The island is covered in biking and walking trails. You could attempt the ‘way of the gull’ an 85-mile coastal path walk around the entire Island of Man. The island has the Parish Walk, an annual event that competitors must complete in 24 hours. Fortunately, you can take it a lot easier and do the walk in a number of stages. The views of the island’s craggy coast are extraordinary, and with plenty of wildlife, fauna, and flora to look for, it’s not difficult to see why the Island of Man was chosen by UNESCO as its first Biosphere Nation.
One of the most scenic spots is The Sound, down at the island’s southernmost tip. Plenty of seal action here, and you might also spot dolphin and basking sharks.
If you’re not a hardcore biker but fancy an easy way to enjoy a bike ride, I took an electric bike and cycled the Steam Heritage Trail across the island from Douglas to Peel. It’s a flat 20-mile out-and-back trail along the former railway route but you’ll meet plenty of other cyclists along the way and you can explore historic Peel before riding back.
TT circuit by Trike
The Isle of Man’s famed TT road circuit race started in 1907 and has been an annual event ever since. Each clockwise lap is 37.7 miles around the island’s narrow roads, running from the start in Douglas across to Peel then on to Ramsey, before climbing the Snaefell mountain stretch and returning to Douglas. It is fast and dangerous stuff for the riders, but you can experience some of the thrill on a guided three-wheeler motorbike tour around the circuit.
Put on leathers, wear a miked helmet, and listen to your driver’s commentary. You might even get up a bit of speed on the straights thanks to the no national speed limit law outside of town areas. Of course, you can drive the road circuit yourself from the start and finish straight at the Grandstand on Glencrutchery Road and follow the road signs and padding-wrapped lampposts and cushioned walls.
Castles and museums
With 10,000 years of human history here, it’s no surprise to find many museums, and some extraordinary ancient monuments still standing proudly. Castle Rushen in Castletown is one of the best-preserved medieval castles in the world. The former home of the Kings and Lords of Mann, you can wander the furnished rooms and battlements and learn about the cast of characters that lived here. During its long life, it’s been a royal home (Queen Charlotte surrendered to the Parliamentarian forces here during the English Civil War), a royal mint and a prison.

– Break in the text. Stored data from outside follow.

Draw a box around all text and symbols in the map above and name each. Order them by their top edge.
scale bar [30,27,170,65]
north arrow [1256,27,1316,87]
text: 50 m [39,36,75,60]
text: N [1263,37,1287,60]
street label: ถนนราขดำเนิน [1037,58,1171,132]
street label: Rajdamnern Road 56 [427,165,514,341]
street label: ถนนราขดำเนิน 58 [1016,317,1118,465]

The Peel Castle ruins are also worth a visit, and there’s an audio guide included. The coast path surrounding the castle perimeter is almost at sea level so take the circular walk and try to avoid a crashing wave or two. If you’re in the walking mood you can also try to walk up Peel Hill to the stone tower of Corrin’s Folly. It’s a challenging walk but you’ll be rewarded with some fabulous views across Peel Beach, one of the best on the island.
Don’t miss the House of Manannan, an absolute belter of a museum that takes you on a journey through the island’s Celtic, Viking, and maritime past. It’s one of the best museums I have visited in years. The café in there is pretty good too.

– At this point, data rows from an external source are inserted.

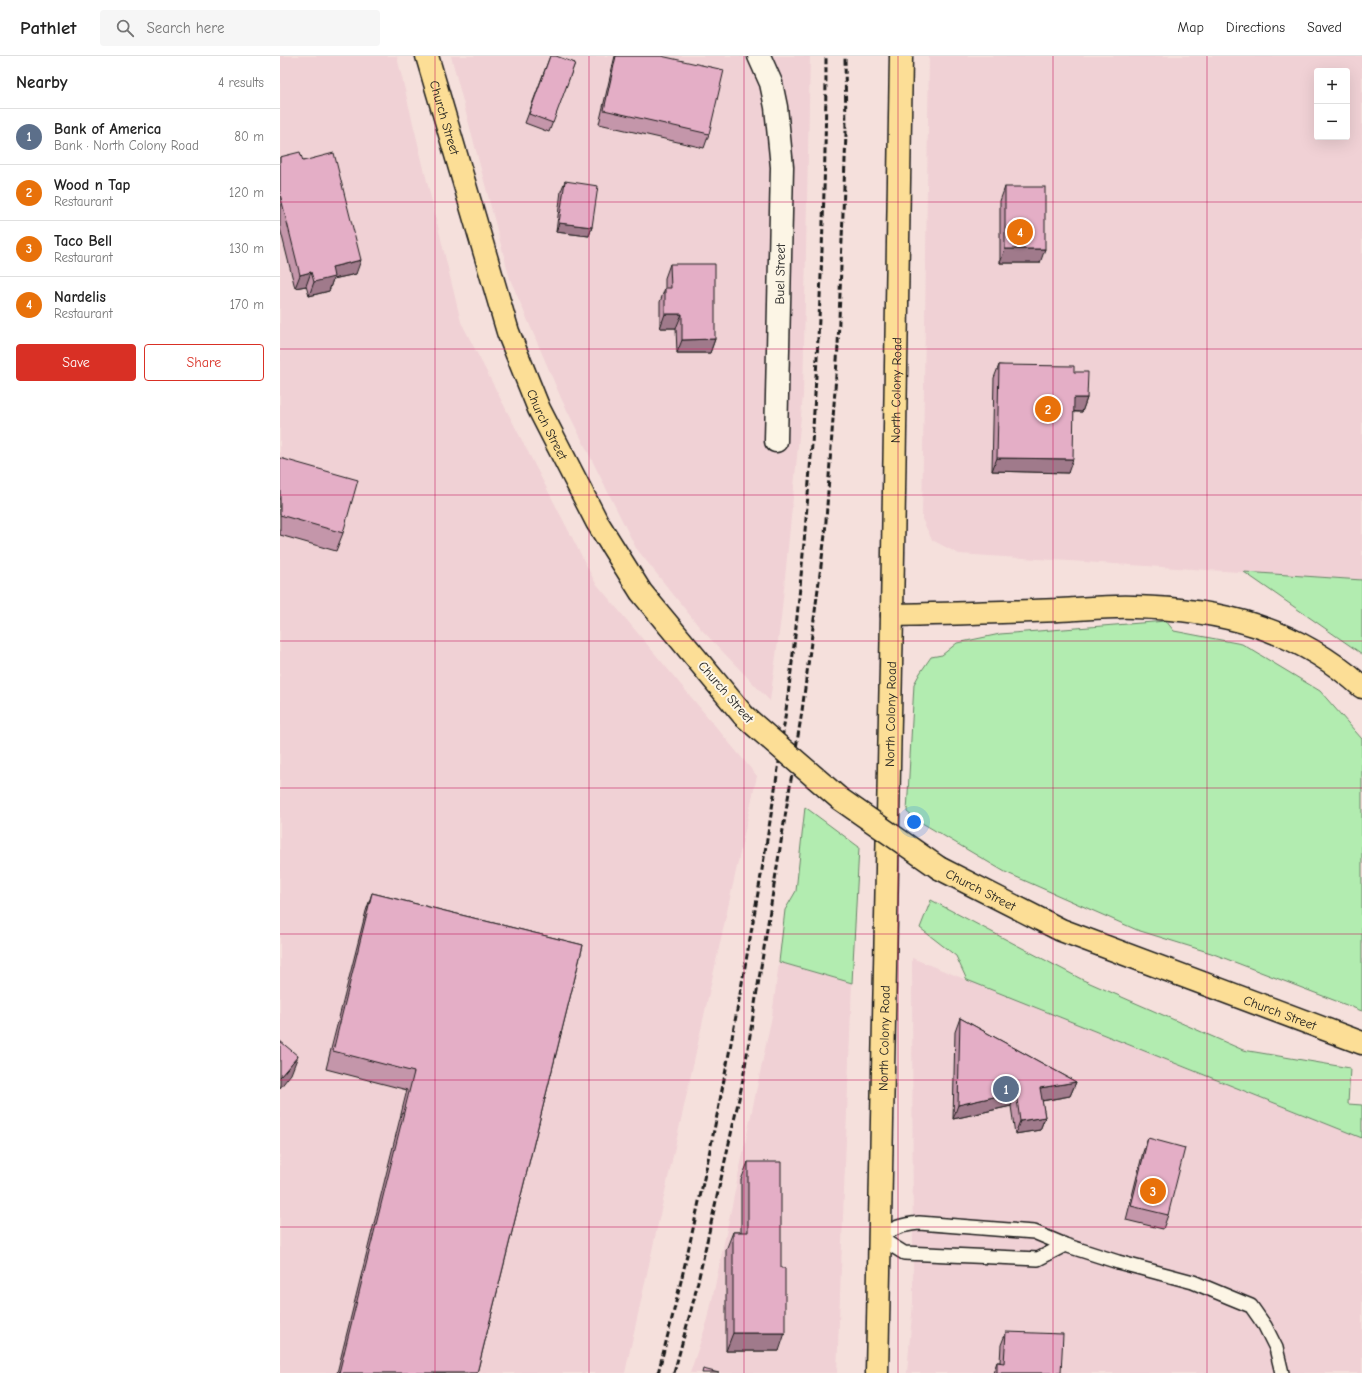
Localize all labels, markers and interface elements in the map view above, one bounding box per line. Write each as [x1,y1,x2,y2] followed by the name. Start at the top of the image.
[100,10,380,46] search box
[20,17,76,39] text: Pathlet
[114,17,136,39] icon: search
[146,19,225,37] text: Search here
[1177,19,1204,36] text: Map
[1226,19,1285,36] text: Directions
[1307,19,1342,36] text: Saved
[1314,68,1350,140] map controls
[1314,68,1350,104] button: +
[16,73,67,92] text: Nearby
[218,75,264,90] text: 4 results
[427,79,463,157] street label: Church Street
[1314,104,1350,140] button: −
[54,120,161,138] text: Bank of America
[26,129,32,144] text: 1
[234,129,264,144] text: 80 m
[54,138,199,153] text: Bank · North Colony Road
[54,176,130,194] text: Wood n Tap
[26,185,32,200] text: 2
[229,185,264,200] text: 120 m
[54,194,113,209] text: Restaurant
[1007,217,1033,247] pin: 4
[54,232,112,250] text: Taco Bell
[26,241,32,256] text: 3
[229,241,264,256] text: 130 m
[772,242,788,305] street label: Buel Street
[54,250,113,265] text: Restaurant
[54,288,106,306] text: Nardelis
[26,297,32,312] text: 4
[230,297,264,312] text: 170 m
[54,306,113,321] text: Restaurant
[887,337,904,443] street label: North Colony Road
[16,344,136,381] button: Save
[144,344,264,381] button: Share
[524,387,572,463] street label: Church Street
[1035,394,1061,424] pin: 2
[695,658,758,727] street label: Church Street
[881,661,899,767] street label: North Colony Road
[904,812,924,832] your location
[943,865,1020,914] street label: Church Street
[875,985,892,1091] street label: North Colony Road
[1242,992,1320,1033] street label: Church Street
[993,1074,1019,1104] pin: 1
[1140,1176,1166,1206] pin: 3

If you happen to be in Douglas, the Manx Museum also chronicles the island’s rich history. The newly opened TT exhibition there is excellent, explaining the history of the TT race and showcasing some of the legendary riders and their bikes.
The natural craggy terrain of an island offers a perfect canvas for golf architects, and the Isle of Man ticks every one of those boxes. Castletown golf links lies on a narrow spit of land with the Irish Sea bordering both sides of it and completely open to the wind no matter which direction it may blow. A challenge I was not going to miss out on. How did I fare? You’ll have to read my review of Castletown Golf Club to find out!
The Isle of Man is no waiting wallflower, more an underrated beauty about to be discovered again. Leave your preconceptions behind and just enjoy the ride!
All images (C) Andy Mossack except the steam train and cold water dip..
Tell me more about visiting the Isle of Man
For more information about visiting the Isle of Man please go to Visit Isle of Man tourism.
Getting to the Isle of Man
Isle of Man Steam Packet Company from Belfast, Dublin, Heysham or Liverpool. The crossing time from mainland UK and Ireland takes under 3 hours. Return foot passenger ferry fares to Douglas from the UK start from £48
Loganair from Liverpool, Manchester, Edinburgh, Birmingham or easyJet from Belfast, Bristol, Liverpool, London Gatwick or Manchester.
Flight time from mainland UK takes between an hour and 90 minutes; flights from Ireland take less than an hour. Return flights to London from £60
Isle of Man Trike Tours Experience a 2-hour guided trike tour (2 passengers and a guide driver) around the IOM TT Road circuit from £175 per trike. Many other island tours are available.
Isle of Man Go Explore Heritage Card
The best way to get a great sightseeing experience of the Isle of Man is to purchase a Go Explore Heritage card. These allow adults and children unlimited travel on all Isle of Man Transport scheduled bus and rail services plus admission to all Manx National Heritage sites. These are available for 5 days and cost £60 for adults and £30 for children 5 to 15 years.
The Claremont Hotel is right on Douglas Promenade and just a few minutes’ walk from Douglas town centre. The best rooms are overlooking the harbour and include an excellent breakfast in the award-winning Coast Bar and Brasserie.
Coast Within the Claremont Hotel this is an excellent value-for-money brasserie overseen by Head Chef Richard Birch, formerly of Pru Leith’s Michelin-starred restaurant in London.
Wine Down Wine Down is actually a long-established wine shop with a cosy bistro lined with bottles of delicious wines. The food is excellent, and you get to sample plenty of top wines by the glass.
Foraging Vinters You’ll find this cool craft winery hangout behind pink doors at Port Erin Harbour. It looks a little like a speakeasy parlour and produces unusual non-grape sparkling wines from ingredients like elderflower and rhubarb, ciders, ginger beer and rum. Wine tasting is available, and you can munch on southern-style barbecue dishes courtesy of Matt Hawkins’ smokery.
14 North. Sited on Douglas’s cool north quay, where restaurants line the marina, 14 North showcases fresh ingredients from the island’s farms and artisanal producers. The portion sizes are very impressive, and the dishes delightfully creative.
Versa. A very different experience from your run-of-the-mill fine dining, Versa turns high-end cooking on its head (AKA vice-versa) by creating dishes from foraging invasive plant species. Chef/owner Pippa is formerly from famous NOMA and is solely focused on using fully sustainable ways to create her delicious dishes no matter how difficult it may be to find. Probably why Versa is only open three days a week!